__Exercise goal__: Every record should be written out exactly, with the pictures left out.

__Listed records__:
_ _ _ _ _

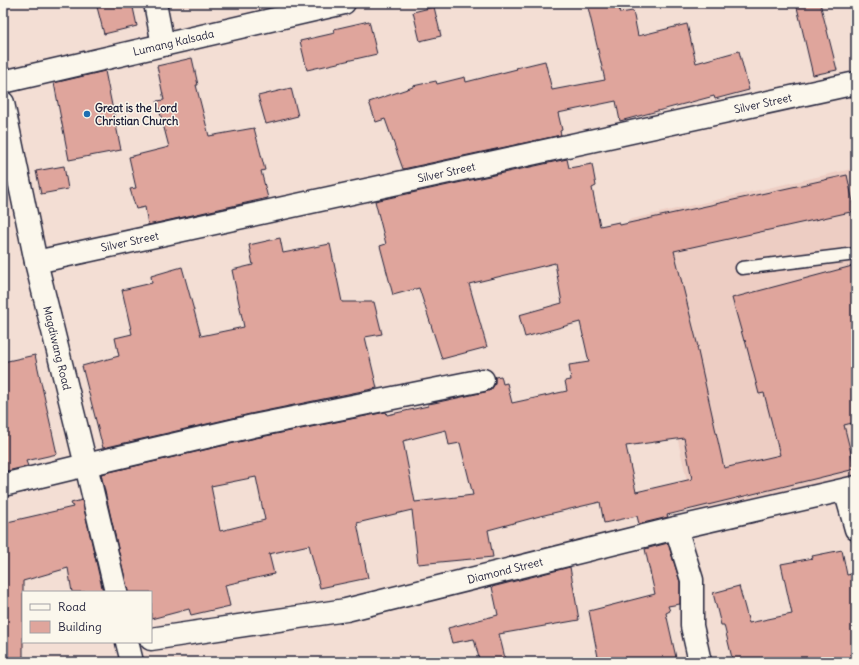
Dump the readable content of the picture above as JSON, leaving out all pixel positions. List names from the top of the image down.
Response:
{
  "streets": {
    "street": [
      "Lumang Kalsada",
      "Silver Street",
      "Magdiwang Road",
      "Diamond Street"
    ]
  },
  "crossings": [
    ["Silver Street", "Magdiwang Road"]
  ],
  "places": ["Great is the Lord Christian Church"],
  "legend": ["Road", "Building"]
}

_ _ _ _ _

__Reply__:
Dump the readable content of the picture above as JSON, leaving out all pixel positions. List names from the top of the image down.
Response:
{
  "streets": {
    "street": [
      "Lumang Kalsada",
      "Silver Street",
      "Magdiwang Road",
      "Diamond Street"
    ]
  },
  "crossings": [
    ["Silver Street", "Magdiwang Road"]
  ],
  "places": ["Great is the Lord Christian Church"],
  "legend": ["Road", "Building"]
}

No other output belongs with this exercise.